Wong Kar-Wai’s 1995 film Fallen Angels is the latest installment in the Department of Libraries’ Foreign and Independent Film Series. Viewings are held on the first Tuesday of each month throughout the fall semester.

There is a certain sense of nostalgia associated with flashing neon lights in cities. It harkens back to a world of constant change, one that required — no, demanded the utmost attention of anyone who fell into it. Chinese director, Wong Kar-Wai, recognized this and implemented it into all of his films, making it one of his stylistic trademarks.

Some of the director’s other films, such as In The Mood for Love and Chungking Express also share this quality.

For those unfamiliar with the director, Kar-Wai is similar to Wes Anderson in that he has popularized a certain stylistic canon. Both men also seem to enjoy keeping their casts incestuous. One example from Fallen Angels is one of the male leads Takeshi Kaneshiro, who starred in both Fallen Angels and Chungking Express.

I went into the viewing not expecting to be terribly impressed. I had seen previous works by Kar-Wai, and the film was described by the library as an “exhilarating tale of love and isolation, primarily the unconsummated love affair between a contract Killer (Leon Lai Ming) and the ravishing female Agent (Michele Reis) who books his assignments and cleans up after his jobs,” a description which wrote the film off as a sleazy, rushed action flick. I was laughingly wrong.

The plot focuses on the stories of a hitman and a mute delinquent: Wong Chi-Ming, portrayed by Leon Lai, and Ho Chi-mo, portrayed by Takeshi Kaneshiro. Both men interact with the women in their lives under very strange circumstances and in a very unsettling, detached manner.

Fallen Angels is breathtaking in its somehow Kafka-esque cinematography and general tone. The film is a wild ride. Kar-Wai’s use of close-up angles places the audience in a weird grey-area of somehow being the character while also playing voyeur.

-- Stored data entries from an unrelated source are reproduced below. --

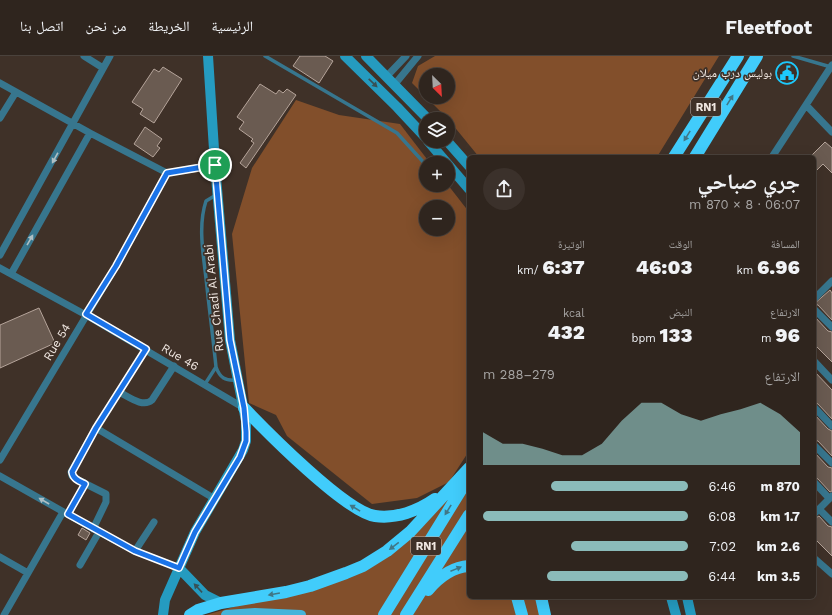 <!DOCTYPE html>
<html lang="ar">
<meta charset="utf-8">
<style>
body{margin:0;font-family:"Work Sans","Noto Naskh Arabic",sans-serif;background:#3b312b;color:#f1f3f6;direction:rtl;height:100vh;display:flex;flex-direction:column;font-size:15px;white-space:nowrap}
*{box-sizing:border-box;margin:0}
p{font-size:13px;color:#a7a5a4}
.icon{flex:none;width:22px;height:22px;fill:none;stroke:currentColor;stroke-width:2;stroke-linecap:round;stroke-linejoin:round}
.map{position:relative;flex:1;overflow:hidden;direction:ltr}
.drawer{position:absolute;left:467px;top:99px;width:349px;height:444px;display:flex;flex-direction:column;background:#2f251e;border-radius:6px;box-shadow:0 4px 16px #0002,0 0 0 1px #4a423c;direction:rtl}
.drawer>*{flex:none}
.needle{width:26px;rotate:156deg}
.fabs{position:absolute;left:419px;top:12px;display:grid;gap:8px}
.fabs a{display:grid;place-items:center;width:36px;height:36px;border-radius:50%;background:#2f251e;box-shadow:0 4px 16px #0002,0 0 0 1px #4a423c;font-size:20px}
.pin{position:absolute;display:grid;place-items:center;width:34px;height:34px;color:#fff;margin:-17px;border:2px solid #fff;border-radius:50%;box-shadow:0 1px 4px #0007}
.round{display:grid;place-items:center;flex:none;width:42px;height:42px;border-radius:21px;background:#3b312b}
.overview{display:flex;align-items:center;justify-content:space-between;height:68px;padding:0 16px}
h1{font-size:22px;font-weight:800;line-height:30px}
.stats{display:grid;grid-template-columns:repeat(3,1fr);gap:6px;height:68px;padding:4px 16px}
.stats div{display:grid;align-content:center}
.stats b{font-size:20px;font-weight:800}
.stats small{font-size:11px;font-weight:400}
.stats p{font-size:11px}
.chart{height:112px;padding:8px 16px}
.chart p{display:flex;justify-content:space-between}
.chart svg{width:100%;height:72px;margin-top:4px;fill:#8bbbb9;opacity:.7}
ul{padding:0 16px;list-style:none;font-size:13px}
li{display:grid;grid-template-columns:64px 48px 1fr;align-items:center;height:30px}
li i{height:10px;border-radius:5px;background:#8bbbb9}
header{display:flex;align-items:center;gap:24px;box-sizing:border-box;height:56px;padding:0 20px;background:#2f251e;border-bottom:1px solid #4a423c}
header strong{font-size:19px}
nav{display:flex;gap:22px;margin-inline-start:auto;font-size:14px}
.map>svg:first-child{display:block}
.green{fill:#824f2b;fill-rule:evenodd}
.building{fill:#6a5b51;stroke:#b5a49a}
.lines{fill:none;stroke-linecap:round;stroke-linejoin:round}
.lane{stroke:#37768e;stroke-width:3.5}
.street{stroke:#37768e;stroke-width:7}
.secondary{stroke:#259bc0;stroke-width:10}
.primary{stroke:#46b4da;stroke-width:10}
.highway{stroke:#41ccfb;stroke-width:12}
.oneway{fill:#375156}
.oneway2{fill:#407787}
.oneway3{fill:#afbfc4}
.route-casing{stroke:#fff;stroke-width:8}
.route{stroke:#1a73e8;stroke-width:5}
.labels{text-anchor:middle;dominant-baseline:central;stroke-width:3.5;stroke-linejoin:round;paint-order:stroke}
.shield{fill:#3f3128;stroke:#bbb0aa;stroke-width:1}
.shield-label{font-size:11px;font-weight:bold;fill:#f0e7e1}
.poi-label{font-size:12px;fill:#f0e7e1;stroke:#3f3128;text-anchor:end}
.street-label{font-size:12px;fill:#f0e7e1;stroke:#3f3128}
</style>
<header>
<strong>Fleetfoot</strong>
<nav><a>الرئيسية</a><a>الخريطة</a><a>من نحن</a><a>اتصل بنا</a></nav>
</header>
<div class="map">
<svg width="832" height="559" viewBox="0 0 832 559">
<rect width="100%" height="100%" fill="#3f3128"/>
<!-- green -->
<path class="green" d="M435 0H719L657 101H479L448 63 412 27 418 10ZM426 19H448V41H426Z
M296 44 339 59 400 68 430 107H426V129H448L469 156V395L449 426 417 442 372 448 287 380 276 359 249 347 232 178 252 112ZM426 151H448V173H426Z
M469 415V541H544L547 559H206L368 512Z"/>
<!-- building -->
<path class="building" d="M300 0H325L333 5 319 27 293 10Z
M163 11 182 23 154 67 140 58 143 53 132 46 154 13 159 16Z
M260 28 276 38 279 34 283 37 287 33 296 39 246 112 240 107 254 87 251 85 253 83 239 73 244 66 237 61Z
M145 71 162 83 157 90 160 92 153 101 134 88Z
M825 86 832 92V117L823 108 814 117V101H810Z
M830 234 832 237V264L818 249 814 248Z
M39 252 55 287 0 312V269Z
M814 260 828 275 832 276V306L814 288Z
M814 315 832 334V363L818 348 814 346Z
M814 358 828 373 832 375V400L818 385 814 384Z
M814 396 828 411 832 412V435L830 436 818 423 814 421Z
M819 460 828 470 832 471V500L814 482V463Z
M82 472 90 477 86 484 78 479Z"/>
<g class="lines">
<!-- lane -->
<path class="lane" d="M265 0 397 77 426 109
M793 0 831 11
M216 139 206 145C198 169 203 197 206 222 209 251 213 281 216 311 220 322 225 325 237 324
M205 328 216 311"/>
<!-- street -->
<path class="street" d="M84 0 103 12
M387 20 406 0
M0 27 90 77 167 117 215 109
M395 28 418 0
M806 49 832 76
M0 62 16 36
M772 101 832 9
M0 199 110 0
M0 212 86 259 244 352
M11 218 90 77
M814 243 832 225
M814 253 832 271
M814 305 832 324
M119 336C129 341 143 352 152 344L174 310
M814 351 832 370
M96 372 215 443
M814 389 832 407
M0 404 116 210 167 117
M0 420 99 476 135 495 179 512
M814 426 829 442
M819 453 832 466
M68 458 85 428
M814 458 832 440
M93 473 106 446V438L76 423 72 420 71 416 96 372 146 293
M135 495 154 466
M0 501 28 517
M814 502 832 518
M80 509 99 476
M4 559 63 456"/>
<!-- secondary -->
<path class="secondary" d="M345 0 397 51 426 82
M366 0 428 63
M428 85 469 133
M447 85 469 110
M179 512 205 539 221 547
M671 541 676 559
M687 541 691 559
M163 559 165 544 195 476 243 394 246 385V365L230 284 215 109 208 0"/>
<!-- primary -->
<path class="primary" d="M226 559 255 557 301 559"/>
<!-- highway -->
<path class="highway" d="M674 101 738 0
M695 101 757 0
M244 352C267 376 346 456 375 460 396 463 418 455 435 443
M428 534C439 521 452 511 469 510
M517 541 522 559
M541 541 545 559
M190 559 198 554 221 547 286 536 310 530 346 517 363 510 387 495 410 476 469 412
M384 559 469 421
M406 559 469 459"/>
</g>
<!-- one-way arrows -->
<defs><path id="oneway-solid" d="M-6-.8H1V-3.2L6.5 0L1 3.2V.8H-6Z"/></defs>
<g class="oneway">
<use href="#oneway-solid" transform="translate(373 27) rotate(44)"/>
<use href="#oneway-solid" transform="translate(198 532) rotate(-133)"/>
</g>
<g class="oneway2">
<use href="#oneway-solid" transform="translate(730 44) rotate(-58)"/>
<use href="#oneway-solid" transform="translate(687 80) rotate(122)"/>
<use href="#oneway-solid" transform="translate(355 452) rotate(-149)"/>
<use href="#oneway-solid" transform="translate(448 454) rotate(122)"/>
<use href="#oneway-solid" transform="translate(394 490) rotate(143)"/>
<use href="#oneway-solid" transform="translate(456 513) rotate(-22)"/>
<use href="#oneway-solid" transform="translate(274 538) rotate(170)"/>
</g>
<g class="oneway3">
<use href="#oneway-solid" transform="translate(55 102) rotate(119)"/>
<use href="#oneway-solid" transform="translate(30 184) rotate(-60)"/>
<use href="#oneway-solid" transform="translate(44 445) rotate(-150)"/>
</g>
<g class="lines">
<!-- route casing -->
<g class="route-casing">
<path id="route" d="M215 109 230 284 244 352 246 376V385L240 401 195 476 179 512 135 495 68 458 85 428C79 425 73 423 72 416L96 372 146 293 86 258 116 210 167 117Z"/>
</g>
<!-- route -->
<use href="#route" class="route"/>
</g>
<!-- icons -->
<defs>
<g id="civic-ring" transform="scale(1.15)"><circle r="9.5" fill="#3f3128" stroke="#1dc9fc" stroke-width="1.5"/><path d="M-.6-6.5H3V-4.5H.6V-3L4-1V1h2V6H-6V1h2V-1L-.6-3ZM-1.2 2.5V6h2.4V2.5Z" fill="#1dc9fc"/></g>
</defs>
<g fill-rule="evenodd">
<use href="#civic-ring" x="787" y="17"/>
</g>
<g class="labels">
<!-- shield labels -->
<g class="shield">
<rect x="691" y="42" width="30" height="18" rx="3"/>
<rect x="411" y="481" width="30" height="18" rx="3"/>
</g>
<g class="shield-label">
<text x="706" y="51">RN1</text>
<text x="426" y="490">RN1</text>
</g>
<!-- poi labels -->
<g class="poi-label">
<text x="772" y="17">بوليس درب ميلان</text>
</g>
<!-- street labels -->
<g class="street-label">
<text transform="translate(214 242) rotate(-96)">Rue Chadi Al Arabi</text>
<text transform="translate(57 286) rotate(-59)">Rue 54</text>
<text transform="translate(180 301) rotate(31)">Rue 46</text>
</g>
</g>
</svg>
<div class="fabs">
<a><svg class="needle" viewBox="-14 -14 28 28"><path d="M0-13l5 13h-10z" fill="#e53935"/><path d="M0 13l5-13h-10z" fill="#a7a5a4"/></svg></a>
<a><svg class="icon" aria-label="layers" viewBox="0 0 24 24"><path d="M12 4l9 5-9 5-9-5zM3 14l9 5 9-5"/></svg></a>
<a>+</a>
<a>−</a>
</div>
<div class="pin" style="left:215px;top:109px;background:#1e9e55"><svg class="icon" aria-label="arrive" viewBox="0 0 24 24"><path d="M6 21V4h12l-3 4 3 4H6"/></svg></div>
<section class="drawer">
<div class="overview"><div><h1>جري صباحي</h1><p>06:07 · 8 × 870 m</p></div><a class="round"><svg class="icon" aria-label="share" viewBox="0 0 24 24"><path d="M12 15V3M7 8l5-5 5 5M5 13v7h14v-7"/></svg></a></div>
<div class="stats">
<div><p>المسافة</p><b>6.96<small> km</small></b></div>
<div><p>الوقت</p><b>46:03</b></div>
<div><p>الوتيرة</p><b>6:37<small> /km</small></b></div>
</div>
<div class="stats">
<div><p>الارتفاع</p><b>96<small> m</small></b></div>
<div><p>النبض</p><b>133<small> bpm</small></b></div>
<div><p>kcal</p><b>432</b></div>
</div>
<div class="chart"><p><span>الارتفاع</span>279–288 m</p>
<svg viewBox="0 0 160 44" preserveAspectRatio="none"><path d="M0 44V24L10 31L20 31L30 34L40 38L50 38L60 31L70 17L80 6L90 6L100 13L110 17L120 13L130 10L140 6L150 13L160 24V44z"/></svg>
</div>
<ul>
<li><b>870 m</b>6:46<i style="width:67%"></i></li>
<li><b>1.7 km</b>6:08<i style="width:100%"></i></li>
<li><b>2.6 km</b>7:02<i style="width:57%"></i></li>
<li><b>3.5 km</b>6:44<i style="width:69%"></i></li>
</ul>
</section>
</div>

It provides a sense of “other” that I have only ever felt while reading the late-Bohemian’s work. It is chilling and upsetting, and I could not look away for a moment.

I know very little about the filmmaking process, but I can confidently say that I believe Fallen Angels utilizes this almost existentialist quality the best out of Kar-Wai’s works and may now be my favorite of his films.

All in all, Fallen Angels is a formidable work of film. I would not recommend it to the general public, as its tone is not one typically fed to American audiences. However, if you happen to be a serious film buff, watch this film.

It has intrigue, drama and beauty. I only knocked off a star because it does not pass the Bechdel Test, a measurement that requires at least two women in a film who discuss something other than a man with each other.